Wow. “The four horsemen of funky shit raid our nostrils” is such a damn fine line. I think of my mother, how she has persevered all these years without ever losing her sense of humor or grace. These are the saints who get us through life and suddenly the Buffalo I grew up with, the Buffalo I see everywhere I look, is now in Texas. 

And yes, men leave their stink. Sometimes it’s all they do. I think about my late father... and have to put down my drink. Take a deep breath and smell this place all around me. 

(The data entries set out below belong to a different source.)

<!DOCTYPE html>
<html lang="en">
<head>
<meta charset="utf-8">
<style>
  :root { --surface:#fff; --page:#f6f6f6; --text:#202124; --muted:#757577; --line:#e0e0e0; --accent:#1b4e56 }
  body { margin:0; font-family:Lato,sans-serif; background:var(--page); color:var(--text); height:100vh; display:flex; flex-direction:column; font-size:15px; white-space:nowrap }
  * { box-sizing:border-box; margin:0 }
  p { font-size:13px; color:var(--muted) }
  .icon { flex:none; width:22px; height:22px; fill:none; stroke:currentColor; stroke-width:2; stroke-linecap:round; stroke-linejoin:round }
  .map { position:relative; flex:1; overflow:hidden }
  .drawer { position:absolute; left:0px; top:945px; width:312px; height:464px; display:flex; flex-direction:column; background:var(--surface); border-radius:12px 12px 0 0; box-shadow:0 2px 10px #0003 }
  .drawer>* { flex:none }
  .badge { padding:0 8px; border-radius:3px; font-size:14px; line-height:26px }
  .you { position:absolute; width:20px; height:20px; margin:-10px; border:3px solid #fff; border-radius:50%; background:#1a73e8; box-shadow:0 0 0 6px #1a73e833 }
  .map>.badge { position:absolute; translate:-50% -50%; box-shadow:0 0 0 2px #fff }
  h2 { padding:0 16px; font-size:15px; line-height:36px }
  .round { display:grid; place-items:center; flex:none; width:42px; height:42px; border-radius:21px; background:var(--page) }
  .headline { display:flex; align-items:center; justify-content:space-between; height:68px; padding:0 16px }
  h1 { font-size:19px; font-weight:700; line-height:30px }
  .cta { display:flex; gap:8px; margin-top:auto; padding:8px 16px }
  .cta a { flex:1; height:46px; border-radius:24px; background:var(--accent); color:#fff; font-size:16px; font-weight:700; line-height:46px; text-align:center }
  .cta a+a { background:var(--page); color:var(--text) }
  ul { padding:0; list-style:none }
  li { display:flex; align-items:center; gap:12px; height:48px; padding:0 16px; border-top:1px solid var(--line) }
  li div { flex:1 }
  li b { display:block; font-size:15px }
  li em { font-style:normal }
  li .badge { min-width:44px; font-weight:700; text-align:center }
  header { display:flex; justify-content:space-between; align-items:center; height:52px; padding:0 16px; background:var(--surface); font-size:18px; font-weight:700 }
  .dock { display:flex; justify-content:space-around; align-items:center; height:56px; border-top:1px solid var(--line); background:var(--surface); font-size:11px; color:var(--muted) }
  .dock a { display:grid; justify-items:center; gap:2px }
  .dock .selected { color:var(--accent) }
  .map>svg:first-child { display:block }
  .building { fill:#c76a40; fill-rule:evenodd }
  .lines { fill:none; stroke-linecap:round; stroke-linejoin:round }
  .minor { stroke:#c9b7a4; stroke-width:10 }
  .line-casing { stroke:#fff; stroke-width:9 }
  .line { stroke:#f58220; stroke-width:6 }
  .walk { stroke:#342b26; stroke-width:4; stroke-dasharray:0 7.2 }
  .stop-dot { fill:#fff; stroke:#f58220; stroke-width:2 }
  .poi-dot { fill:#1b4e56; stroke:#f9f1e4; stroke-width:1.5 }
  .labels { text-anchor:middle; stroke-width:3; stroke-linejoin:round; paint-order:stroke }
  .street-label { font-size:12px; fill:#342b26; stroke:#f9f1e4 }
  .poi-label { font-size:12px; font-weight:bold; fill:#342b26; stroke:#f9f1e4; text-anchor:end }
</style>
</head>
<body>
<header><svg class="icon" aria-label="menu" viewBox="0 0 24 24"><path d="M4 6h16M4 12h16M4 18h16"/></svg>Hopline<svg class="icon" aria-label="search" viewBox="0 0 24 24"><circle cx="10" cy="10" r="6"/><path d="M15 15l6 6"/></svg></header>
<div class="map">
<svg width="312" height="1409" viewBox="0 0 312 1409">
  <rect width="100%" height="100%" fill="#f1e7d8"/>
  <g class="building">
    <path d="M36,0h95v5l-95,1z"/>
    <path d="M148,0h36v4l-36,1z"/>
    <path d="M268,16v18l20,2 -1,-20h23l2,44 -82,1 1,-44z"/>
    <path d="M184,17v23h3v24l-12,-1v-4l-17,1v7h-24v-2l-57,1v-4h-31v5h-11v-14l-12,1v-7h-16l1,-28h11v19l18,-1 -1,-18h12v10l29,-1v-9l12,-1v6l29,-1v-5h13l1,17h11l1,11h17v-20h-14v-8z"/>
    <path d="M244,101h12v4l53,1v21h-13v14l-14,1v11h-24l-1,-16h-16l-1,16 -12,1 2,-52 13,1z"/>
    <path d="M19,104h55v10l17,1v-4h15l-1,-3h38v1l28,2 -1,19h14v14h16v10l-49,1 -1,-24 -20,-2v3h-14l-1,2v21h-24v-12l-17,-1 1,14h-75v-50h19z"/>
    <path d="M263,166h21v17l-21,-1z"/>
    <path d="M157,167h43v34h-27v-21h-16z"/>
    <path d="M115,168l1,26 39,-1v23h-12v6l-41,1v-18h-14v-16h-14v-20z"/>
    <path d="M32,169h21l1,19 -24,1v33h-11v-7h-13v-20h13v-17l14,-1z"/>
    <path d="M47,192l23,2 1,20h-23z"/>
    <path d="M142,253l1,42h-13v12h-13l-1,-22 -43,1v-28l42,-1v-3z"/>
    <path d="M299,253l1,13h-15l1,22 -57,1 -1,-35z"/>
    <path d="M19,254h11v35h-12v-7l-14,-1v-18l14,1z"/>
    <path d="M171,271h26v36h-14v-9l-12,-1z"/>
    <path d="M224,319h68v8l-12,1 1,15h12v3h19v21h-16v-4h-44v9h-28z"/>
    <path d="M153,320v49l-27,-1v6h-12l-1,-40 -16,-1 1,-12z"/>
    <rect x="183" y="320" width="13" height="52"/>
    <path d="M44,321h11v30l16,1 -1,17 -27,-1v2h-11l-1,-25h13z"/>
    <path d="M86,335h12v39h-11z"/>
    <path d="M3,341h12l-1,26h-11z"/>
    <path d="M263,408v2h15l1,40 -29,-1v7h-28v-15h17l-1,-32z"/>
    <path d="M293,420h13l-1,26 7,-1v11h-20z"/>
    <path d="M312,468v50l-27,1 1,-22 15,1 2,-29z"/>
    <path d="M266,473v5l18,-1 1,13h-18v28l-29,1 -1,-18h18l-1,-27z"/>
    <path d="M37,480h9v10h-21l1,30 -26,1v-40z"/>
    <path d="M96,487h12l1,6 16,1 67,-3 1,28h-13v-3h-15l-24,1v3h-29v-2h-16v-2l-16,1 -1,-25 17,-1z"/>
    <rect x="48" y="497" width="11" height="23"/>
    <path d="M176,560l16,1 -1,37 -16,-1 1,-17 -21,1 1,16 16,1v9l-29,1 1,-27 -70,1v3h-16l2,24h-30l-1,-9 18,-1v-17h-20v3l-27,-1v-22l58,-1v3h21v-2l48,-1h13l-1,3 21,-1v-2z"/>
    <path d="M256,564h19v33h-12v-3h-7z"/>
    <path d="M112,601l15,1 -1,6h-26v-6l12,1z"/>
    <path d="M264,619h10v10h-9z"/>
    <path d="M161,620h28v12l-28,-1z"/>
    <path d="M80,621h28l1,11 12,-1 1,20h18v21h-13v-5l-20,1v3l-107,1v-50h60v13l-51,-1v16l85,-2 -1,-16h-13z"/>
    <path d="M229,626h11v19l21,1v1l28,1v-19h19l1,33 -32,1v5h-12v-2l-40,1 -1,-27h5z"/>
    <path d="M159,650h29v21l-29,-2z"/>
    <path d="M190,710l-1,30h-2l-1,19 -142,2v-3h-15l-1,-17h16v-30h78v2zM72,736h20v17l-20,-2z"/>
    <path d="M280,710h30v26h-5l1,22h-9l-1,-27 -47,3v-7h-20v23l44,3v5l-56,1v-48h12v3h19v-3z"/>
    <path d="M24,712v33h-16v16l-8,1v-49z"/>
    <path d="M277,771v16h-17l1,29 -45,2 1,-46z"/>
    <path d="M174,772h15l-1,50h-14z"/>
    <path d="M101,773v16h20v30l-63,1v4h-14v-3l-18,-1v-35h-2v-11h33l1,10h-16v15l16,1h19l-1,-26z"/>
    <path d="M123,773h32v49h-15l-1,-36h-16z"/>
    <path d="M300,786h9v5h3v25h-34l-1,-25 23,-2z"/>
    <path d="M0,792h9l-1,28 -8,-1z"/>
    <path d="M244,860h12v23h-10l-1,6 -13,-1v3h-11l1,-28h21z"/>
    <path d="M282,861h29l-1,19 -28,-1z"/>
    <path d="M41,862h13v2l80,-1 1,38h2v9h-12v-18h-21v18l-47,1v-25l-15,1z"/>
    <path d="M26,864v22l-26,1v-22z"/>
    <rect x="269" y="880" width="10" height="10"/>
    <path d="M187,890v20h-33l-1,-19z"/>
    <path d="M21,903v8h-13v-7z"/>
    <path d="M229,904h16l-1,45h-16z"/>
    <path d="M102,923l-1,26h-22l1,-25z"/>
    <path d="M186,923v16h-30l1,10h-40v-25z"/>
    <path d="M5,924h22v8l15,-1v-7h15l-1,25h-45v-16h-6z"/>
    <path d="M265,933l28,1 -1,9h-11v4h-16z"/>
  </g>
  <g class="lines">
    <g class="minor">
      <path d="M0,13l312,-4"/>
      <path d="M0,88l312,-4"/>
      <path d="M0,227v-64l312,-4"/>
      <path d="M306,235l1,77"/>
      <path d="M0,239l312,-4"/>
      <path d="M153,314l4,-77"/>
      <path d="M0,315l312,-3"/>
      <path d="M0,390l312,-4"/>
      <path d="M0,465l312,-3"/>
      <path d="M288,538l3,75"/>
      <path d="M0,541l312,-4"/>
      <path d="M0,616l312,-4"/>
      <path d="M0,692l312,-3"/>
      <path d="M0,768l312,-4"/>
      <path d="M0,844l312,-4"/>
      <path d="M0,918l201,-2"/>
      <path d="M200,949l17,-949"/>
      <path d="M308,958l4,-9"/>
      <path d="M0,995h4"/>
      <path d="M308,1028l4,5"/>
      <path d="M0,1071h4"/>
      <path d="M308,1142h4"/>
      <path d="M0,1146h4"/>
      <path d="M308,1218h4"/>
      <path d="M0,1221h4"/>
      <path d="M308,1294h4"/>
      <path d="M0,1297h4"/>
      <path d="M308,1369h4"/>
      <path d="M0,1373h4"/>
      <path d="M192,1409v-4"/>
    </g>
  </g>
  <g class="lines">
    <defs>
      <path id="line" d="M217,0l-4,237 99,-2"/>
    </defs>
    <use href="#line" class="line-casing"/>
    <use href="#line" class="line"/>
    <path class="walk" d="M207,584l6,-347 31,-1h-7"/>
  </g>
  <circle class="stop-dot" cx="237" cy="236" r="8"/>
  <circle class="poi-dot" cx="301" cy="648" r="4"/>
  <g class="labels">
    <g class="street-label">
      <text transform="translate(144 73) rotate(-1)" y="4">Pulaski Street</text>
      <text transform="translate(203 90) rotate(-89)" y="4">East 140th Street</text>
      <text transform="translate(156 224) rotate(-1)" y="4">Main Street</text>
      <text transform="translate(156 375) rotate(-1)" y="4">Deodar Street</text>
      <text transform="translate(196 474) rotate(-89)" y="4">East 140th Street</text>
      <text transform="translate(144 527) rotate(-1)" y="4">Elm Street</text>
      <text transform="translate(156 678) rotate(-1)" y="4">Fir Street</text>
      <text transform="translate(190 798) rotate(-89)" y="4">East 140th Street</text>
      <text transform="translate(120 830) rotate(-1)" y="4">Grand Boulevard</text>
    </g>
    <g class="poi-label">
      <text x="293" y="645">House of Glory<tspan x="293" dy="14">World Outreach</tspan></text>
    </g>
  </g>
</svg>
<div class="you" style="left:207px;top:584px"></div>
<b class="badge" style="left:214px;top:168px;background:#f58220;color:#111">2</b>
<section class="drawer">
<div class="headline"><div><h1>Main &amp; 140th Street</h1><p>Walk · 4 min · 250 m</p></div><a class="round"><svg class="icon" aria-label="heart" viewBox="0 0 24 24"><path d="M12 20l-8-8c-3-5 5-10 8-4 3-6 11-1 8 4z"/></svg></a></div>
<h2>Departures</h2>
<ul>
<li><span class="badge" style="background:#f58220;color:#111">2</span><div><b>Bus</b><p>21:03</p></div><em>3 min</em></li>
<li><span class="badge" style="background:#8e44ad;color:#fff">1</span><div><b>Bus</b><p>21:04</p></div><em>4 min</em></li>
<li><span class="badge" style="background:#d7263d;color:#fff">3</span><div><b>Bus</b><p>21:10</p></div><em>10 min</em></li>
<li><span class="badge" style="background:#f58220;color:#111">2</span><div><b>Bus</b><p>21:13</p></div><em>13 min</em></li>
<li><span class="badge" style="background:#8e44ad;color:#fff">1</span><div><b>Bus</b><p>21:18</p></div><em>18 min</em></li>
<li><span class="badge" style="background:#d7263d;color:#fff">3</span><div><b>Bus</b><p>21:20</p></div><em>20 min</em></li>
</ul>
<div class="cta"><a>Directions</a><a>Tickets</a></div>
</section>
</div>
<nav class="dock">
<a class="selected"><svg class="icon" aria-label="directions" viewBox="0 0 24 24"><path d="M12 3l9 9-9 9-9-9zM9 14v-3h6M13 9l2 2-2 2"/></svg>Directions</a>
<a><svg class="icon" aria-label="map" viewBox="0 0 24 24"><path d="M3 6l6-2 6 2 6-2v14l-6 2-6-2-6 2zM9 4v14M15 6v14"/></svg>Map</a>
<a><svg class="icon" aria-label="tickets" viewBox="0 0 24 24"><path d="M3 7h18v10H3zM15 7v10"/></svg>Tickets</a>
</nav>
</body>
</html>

We cannot help but smell this poem. It’s demanding we take a whiff and look back into the past. Maybe, just maybe, we can figure out the future. What is a poem but a way to do that? What is a poem but “A rat, a dead rat, in a vase it couldn’t climb out of?” How it comes back to life, suddenly and maybe even forcefully, and climbs out of the vase after we’re done reading. When the effects start manifesting. Martheaus is manipulating our sense of smell and we follow the trail and for me, it’s incredibly personal. Toward a different idea of what home can be and maybe something that has been here all along. After the destruction, there must be some kind of renovation. 

And sometimes I feel like weeping for the people who have never been positioned on that path. Like my own mother.

“Momma, I see you everywhere.
You were surviving in the wrong direction”

Fuck. Isn’t that what it’s all about? How we have so many loved ones surviving in the wrong direction? What a phrase that will keep me up all night. Tonight, for sure. And most likely through the entirety of this holiday weekend. But after the destruction, there is renovation. There always is. It might not look like it at first, but we get there. If we acknowledge and listen to our senses, we will survive years of surviving in the wrong direction. 

See? That’s what happens with poetry. It builds you a home by showing you someone else’s. All the pain and smells and feels that goes into renovating not just a poem, but the very life you call your own. How there can be a home in Western New York that looks awfully similar to a home somewhere in Texas and it’s only sensical to conclude that this is the only way we should build, well, anything. 

For each issue, ballast asks pairs of poets to read each other’s work and respond in some way. We hope these dialogues will sound the resonances contained within the issue as well as serve to foster a sense of interconnection and community among our authors.